The attached SPL stored procedure run_kmeans_1_0 implements the modified K-means process flow. The key change is in the generation of the invocation of the Map Reduce style table operators. An example of the generated map/reduce SQL statement for 3 variables, K=3 and phase=1 is

CREATE MULTISET VOLATILE TABLE outc_work AS (
   SELECT clusterid
          ,NULLIFZERO(SUM(apkey)) AS cnt
          , SUM(v1) / cnt AS averagev1
, SUM(v2) / cnt AS averagev2 
, SUM(v3) / cnt AS averagev3
  FROM td_kmeans_1_0 (
                 ON (SELECT
                        CAST(-1 as INTEGER) as clusterid                     
                       ,CAST(apkey AS BIGINT) AS apkey
                       ,CAST(v1 AS FLOAT) AS v1
                       ,CAST(v2 AS FLOAT) AS v2
                       ,CAST(v3 AS FLOAT) AS v3 
                     FROM indata AS t
                    )   
                ON (SELECT * FROM outc ) DIMENSION ORDER BY clusterid                
                 USING K(3)  phase(1)                       
           ) AS d1              
   GROUP BY 1           
) WITH DATA PRIMARY INDEX (clusterid) ON COMMIT PRESERVE ROWS;

Some items to note on the SQL syntax

    • The first ON clause, stream 1, selects the input data rows to be clustered. The input row format is as follows;  INTEGER cluster identifier column, BIG INTEGER unique key identifier column and N FLOAT variable columns. The constant “-1” clusterid column is to facilitate programming simplicity. The -1 constant allows the input and output row schemas to be the same.
    • The second ON clause, stream 2, selects the input cluster definition table. In the first iteration this table is initially generated using the SAMPLE clause selecting from the input data table. The DIMENSION clause specifies that a duplicate copy of the dimension table is created for every AMP (or partition if PARTITION BY is specified) on which the function operates. The DIMENSION clause results in the tables rows being duplicated to all the AMPs.  The ORDER BY clause enforces ordering on the cluster rows allowing them to be passed to the function in clusterid order.
    • They are two USING clause Key Vale pairs. The first key "K" is the K value in the K-means process. The second Key "phase" determines whether the function will output the cluster definitions (1) or output the observations with the appended cluster identifier (2).
    • The Reduce Phase is implemented using the SQL SUM function rather than a REDUCE table operator. It should be noted that the cluster count is returned in the BIG INTEGER key column position. The main motivation was to show how you can intermix the Map / Reduce functionality. There are also some potential performance benefits because the Teradata optimizer and execution engine has robust mechanisms to handle local/global aggregate processing in a parallel environment.

Programming changes

First the K-means implementation from [1] was reorganized into three source files to ease future function changes.
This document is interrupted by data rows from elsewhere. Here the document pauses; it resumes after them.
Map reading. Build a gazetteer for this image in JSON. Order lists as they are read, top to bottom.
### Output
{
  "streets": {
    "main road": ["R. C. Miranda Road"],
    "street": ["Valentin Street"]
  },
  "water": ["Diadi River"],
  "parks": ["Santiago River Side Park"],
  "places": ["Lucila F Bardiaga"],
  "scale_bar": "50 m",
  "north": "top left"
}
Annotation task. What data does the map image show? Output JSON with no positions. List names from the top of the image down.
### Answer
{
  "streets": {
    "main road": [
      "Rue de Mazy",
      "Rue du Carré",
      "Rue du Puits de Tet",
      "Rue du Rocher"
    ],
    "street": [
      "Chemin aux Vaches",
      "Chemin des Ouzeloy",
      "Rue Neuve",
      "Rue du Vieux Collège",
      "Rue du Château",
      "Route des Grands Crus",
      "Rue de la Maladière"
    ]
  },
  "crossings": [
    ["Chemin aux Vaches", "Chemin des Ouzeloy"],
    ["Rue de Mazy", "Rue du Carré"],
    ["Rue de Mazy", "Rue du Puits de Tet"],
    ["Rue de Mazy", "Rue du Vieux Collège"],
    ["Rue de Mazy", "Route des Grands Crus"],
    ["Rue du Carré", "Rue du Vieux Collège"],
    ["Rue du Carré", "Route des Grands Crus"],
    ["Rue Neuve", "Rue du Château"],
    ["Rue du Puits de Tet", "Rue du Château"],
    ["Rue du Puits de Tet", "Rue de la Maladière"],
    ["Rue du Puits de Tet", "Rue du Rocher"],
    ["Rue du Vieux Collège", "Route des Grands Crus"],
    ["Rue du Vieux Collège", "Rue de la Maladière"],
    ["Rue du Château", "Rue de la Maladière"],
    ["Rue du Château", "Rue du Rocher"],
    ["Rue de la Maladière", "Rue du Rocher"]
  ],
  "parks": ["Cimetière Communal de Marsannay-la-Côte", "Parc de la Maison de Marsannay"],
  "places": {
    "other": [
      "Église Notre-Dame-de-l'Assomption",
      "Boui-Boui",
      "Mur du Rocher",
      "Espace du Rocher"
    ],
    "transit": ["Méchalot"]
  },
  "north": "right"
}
    • td_kmeans_1_0.h: include header file containing all dependent include file definitions and any global structures and constants.
    • lib_td_kmeans_1_0.c:  source file containing common support routines.
    • td_kmeans_1_0.c:  source file containing the table operator contract and execution function implementations.

The changes to support multiple input streams are isolated to “td_kmeans_1_0.c”. Specifically in the execution function td_kmeans_1_0 some additional error checking is added and there are changes to support the two streams. In the function td_kmeans_1_0 there are two while loops. The first one reads the cluster definitions from the second input stream and stores the definitions in the current cluster definitions array. The second while loop reads the data rows from the first input stream and assigns them to the new cluster definition array based on minimum distance from the clusters in the current cluster definition array.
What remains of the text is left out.